In the early phase (1883-1908), before the Boxer Indemnity Program was started, American University Men did not really form a network. Singular trajectories and geographical dispersion dominated during this period. We identified only four places (out of 42) which involved more than one student, but none of them attended the same colleges at the same time.

The second phase opened with the enactment of the Boxer Indemnity Program in 1908. During this ten-year period, the first alumni networks emerged around three core colleges based on the East Coast (Columbia, Harvard, MIT).

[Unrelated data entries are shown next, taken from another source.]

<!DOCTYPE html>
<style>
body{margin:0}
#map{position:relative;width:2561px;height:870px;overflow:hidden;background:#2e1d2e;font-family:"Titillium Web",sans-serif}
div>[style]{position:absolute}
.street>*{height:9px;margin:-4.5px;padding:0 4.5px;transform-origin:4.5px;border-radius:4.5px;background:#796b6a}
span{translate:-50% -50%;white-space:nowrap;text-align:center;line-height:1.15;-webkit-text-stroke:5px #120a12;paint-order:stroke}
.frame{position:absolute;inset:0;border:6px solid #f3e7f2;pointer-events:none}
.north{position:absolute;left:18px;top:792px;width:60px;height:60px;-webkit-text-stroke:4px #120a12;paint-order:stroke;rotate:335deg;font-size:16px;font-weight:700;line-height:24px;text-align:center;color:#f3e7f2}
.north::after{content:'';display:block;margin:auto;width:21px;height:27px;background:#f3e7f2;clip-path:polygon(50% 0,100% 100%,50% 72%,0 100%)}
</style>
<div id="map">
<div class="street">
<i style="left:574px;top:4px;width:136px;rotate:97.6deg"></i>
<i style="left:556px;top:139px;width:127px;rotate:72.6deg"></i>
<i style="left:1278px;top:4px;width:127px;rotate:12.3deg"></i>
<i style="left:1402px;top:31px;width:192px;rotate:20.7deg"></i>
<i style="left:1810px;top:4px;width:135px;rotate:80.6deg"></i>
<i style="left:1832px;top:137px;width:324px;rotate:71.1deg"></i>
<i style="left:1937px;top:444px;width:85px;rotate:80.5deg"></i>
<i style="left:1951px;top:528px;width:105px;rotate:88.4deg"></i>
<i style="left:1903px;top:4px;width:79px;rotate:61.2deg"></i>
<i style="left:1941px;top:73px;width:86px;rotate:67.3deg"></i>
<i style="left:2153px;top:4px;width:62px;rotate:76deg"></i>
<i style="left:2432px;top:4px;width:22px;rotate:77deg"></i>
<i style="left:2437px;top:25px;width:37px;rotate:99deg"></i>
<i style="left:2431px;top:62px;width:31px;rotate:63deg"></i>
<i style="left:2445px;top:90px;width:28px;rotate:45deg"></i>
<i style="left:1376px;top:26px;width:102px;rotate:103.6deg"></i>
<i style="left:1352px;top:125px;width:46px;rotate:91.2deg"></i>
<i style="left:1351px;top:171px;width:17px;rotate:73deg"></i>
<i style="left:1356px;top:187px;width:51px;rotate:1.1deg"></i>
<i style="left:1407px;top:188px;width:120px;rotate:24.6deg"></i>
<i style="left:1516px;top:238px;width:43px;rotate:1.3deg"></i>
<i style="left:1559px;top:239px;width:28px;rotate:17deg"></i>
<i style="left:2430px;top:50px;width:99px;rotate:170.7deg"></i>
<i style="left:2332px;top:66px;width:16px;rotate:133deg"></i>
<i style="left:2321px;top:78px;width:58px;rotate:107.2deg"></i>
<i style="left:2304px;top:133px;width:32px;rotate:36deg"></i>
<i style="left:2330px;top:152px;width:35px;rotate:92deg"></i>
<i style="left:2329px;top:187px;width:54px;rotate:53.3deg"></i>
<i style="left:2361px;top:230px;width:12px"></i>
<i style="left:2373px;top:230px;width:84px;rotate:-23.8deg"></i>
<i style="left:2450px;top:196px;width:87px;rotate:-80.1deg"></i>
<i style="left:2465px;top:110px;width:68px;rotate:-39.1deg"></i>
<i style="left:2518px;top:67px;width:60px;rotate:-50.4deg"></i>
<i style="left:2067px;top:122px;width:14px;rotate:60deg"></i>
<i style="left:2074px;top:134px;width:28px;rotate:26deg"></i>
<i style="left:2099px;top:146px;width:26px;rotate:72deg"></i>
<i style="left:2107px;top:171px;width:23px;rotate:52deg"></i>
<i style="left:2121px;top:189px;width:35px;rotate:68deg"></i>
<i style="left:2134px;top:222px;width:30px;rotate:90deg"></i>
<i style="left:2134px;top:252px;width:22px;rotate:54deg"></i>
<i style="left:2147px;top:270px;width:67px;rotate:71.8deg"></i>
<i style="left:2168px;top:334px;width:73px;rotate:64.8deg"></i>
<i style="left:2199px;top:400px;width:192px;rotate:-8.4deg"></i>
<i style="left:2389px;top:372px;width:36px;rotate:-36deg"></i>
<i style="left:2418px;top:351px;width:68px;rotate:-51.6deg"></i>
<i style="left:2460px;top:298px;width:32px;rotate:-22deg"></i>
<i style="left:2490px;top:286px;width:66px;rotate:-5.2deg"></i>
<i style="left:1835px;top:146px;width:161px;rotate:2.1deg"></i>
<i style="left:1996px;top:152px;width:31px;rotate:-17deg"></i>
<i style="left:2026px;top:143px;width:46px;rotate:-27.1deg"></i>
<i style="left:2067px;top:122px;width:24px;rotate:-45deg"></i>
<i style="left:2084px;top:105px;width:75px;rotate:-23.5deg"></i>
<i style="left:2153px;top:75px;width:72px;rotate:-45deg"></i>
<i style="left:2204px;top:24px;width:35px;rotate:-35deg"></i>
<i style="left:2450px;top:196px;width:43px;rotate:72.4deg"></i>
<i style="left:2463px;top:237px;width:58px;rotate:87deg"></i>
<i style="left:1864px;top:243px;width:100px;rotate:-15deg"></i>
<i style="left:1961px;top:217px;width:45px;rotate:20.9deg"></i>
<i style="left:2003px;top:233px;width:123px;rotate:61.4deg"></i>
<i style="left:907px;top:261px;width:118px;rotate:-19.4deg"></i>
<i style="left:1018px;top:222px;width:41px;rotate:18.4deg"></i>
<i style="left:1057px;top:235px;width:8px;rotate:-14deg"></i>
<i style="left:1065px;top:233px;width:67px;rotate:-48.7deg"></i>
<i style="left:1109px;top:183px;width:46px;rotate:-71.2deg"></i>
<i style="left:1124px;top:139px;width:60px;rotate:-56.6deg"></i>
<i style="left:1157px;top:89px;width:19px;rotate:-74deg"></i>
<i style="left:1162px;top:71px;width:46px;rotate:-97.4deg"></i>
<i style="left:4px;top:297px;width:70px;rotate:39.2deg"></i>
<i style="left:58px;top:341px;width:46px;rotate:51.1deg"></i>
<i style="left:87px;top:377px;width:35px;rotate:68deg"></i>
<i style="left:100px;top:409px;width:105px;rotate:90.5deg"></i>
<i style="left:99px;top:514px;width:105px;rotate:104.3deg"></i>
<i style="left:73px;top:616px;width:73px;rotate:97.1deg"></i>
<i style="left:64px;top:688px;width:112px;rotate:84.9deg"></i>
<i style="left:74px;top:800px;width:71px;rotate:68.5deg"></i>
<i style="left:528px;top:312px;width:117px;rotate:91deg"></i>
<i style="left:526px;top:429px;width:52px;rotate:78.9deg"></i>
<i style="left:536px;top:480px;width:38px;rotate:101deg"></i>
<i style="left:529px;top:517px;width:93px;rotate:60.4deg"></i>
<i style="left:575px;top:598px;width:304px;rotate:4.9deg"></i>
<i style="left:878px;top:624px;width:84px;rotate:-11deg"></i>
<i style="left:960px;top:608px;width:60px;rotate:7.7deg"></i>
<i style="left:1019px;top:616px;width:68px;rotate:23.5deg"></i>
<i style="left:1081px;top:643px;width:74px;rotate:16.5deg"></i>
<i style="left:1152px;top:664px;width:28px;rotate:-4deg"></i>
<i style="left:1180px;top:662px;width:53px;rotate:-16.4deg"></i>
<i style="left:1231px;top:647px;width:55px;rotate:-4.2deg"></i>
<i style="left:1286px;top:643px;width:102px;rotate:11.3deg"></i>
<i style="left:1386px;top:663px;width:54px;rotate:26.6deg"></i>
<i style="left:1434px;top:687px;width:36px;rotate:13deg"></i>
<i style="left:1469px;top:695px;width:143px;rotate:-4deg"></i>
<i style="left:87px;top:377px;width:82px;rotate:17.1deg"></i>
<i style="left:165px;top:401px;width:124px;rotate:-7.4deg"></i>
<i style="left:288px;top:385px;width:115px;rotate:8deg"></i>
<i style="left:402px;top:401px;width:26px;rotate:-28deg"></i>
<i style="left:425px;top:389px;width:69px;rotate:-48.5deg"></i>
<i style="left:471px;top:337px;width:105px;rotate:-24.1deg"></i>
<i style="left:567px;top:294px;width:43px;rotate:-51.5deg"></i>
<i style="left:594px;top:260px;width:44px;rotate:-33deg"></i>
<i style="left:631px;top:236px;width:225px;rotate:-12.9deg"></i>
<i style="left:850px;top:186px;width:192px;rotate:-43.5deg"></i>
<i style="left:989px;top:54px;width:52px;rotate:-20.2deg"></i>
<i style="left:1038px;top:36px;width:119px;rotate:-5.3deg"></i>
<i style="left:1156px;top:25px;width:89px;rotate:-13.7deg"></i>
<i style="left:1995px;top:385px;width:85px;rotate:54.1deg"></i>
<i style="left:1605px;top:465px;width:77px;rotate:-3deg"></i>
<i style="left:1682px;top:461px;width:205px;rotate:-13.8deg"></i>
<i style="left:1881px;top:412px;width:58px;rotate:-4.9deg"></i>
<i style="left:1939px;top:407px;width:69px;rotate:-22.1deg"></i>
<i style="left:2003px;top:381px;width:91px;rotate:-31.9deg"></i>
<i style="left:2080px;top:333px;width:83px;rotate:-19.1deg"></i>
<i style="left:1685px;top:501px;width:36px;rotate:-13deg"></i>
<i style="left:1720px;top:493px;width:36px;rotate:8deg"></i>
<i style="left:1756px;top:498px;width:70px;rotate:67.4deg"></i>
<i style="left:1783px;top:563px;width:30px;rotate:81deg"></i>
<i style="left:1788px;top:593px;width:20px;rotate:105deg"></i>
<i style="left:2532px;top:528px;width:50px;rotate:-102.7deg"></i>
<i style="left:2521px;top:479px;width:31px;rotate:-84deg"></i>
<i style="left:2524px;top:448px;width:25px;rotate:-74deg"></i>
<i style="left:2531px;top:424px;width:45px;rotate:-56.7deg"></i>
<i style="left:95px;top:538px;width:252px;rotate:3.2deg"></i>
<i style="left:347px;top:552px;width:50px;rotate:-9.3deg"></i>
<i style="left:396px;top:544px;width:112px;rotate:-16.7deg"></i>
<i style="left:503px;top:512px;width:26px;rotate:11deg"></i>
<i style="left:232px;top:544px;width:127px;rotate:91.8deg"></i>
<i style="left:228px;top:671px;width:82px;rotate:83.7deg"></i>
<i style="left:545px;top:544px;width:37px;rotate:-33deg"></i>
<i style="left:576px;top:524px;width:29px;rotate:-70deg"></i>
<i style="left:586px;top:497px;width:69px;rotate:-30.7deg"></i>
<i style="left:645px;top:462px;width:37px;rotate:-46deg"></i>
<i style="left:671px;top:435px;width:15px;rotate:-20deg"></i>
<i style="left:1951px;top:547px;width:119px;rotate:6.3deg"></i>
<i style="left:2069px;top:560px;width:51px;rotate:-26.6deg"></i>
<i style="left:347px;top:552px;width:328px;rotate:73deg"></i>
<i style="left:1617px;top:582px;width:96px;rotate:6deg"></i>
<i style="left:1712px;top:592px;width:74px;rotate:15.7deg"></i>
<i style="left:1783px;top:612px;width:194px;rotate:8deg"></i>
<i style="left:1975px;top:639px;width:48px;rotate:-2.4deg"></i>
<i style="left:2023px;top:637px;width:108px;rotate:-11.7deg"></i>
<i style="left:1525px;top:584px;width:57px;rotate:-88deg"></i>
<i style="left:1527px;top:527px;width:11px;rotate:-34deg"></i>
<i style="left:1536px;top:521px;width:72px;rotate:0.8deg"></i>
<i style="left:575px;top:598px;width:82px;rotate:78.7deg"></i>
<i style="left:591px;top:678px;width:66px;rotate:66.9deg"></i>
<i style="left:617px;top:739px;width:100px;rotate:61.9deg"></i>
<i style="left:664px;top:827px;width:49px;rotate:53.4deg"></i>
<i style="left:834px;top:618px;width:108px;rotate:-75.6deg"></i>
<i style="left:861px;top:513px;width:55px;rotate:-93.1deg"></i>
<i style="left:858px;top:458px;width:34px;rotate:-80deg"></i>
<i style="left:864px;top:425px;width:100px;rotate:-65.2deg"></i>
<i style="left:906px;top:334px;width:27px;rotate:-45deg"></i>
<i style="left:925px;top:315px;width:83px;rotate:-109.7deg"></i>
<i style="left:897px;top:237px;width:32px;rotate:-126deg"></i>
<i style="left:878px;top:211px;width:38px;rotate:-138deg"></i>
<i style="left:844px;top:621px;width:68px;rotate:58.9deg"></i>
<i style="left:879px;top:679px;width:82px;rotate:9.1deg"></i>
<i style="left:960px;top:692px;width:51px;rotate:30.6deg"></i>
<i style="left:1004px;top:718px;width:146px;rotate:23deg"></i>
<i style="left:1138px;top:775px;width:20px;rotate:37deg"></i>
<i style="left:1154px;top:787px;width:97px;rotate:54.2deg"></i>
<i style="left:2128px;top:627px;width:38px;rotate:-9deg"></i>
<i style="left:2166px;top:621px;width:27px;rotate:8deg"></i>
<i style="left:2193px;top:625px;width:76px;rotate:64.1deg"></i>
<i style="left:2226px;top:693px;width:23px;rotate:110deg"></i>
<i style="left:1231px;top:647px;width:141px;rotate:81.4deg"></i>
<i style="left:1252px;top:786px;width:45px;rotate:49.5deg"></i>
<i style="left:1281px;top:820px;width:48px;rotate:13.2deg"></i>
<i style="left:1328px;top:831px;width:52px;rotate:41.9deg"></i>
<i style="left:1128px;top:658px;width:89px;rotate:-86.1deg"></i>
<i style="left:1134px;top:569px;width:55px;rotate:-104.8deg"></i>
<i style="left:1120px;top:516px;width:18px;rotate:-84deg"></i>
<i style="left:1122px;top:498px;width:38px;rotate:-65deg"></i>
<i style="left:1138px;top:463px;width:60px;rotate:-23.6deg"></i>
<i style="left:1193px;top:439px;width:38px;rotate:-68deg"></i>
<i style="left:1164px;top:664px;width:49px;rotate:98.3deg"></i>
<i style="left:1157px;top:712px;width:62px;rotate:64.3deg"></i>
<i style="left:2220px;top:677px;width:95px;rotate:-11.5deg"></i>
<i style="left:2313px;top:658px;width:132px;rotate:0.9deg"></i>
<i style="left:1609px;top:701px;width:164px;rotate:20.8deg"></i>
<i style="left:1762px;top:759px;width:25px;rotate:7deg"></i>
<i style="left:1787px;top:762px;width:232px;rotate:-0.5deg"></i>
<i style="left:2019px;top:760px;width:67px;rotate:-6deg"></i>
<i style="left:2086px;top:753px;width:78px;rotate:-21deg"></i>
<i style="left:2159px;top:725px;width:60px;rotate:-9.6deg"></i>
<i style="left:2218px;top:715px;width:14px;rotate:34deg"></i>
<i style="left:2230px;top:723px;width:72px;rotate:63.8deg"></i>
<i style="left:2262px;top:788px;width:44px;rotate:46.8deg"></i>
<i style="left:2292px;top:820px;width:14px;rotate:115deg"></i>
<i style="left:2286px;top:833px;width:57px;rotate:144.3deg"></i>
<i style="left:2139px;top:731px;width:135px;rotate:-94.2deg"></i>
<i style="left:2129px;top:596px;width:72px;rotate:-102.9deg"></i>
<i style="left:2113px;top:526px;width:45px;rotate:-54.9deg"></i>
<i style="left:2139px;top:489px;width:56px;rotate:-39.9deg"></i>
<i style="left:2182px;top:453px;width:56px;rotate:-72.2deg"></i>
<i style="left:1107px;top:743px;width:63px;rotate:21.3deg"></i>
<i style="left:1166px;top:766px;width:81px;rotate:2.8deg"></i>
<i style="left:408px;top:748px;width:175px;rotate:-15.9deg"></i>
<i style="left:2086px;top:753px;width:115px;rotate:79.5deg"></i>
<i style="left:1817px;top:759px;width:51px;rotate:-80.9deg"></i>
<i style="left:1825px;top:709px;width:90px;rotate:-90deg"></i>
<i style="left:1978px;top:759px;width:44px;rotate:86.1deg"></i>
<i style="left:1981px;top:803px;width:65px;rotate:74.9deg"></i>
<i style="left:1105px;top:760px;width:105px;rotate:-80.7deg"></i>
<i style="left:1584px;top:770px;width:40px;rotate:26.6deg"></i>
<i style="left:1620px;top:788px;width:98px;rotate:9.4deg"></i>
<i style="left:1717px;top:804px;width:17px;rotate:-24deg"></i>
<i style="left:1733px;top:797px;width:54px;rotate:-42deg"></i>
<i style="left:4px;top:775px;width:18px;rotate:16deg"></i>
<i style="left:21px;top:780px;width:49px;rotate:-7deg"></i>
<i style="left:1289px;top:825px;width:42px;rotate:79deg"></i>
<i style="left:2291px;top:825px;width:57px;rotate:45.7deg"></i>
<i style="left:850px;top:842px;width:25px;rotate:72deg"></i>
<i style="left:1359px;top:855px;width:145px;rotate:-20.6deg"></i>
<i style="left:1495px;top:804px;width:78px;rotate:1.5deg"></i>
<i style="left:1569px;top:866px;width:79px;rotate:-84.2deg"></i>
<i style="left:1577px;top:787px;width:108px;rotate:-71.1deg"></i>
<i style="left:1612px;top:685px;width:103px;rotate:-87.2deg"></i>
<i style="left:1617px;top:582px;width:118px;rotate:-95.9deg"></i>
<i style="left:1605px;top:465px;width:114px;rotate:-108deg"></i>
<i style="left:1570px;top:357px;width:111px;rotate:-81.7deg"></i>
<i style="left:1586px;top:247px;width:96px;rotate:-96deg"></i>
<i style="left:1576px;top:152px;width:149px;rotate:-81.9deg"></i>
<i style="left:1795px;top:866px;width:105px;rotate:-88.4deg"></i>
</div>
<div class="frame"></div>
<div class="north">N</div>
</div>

Geographical proximity and academic prestige formed the basis of these emerging networks. Multi-student places grew in importance and implied actual interaction between the students.

After World War I, East Coast-based colleges maintained their prominence but new academic poles emerged in the Midwest (Michigan, Chicago, Ohio). This shift away from the East Coast was driven by academic specialization (law, finance, railway administration) and the search for lower costs of living during the Great Depression.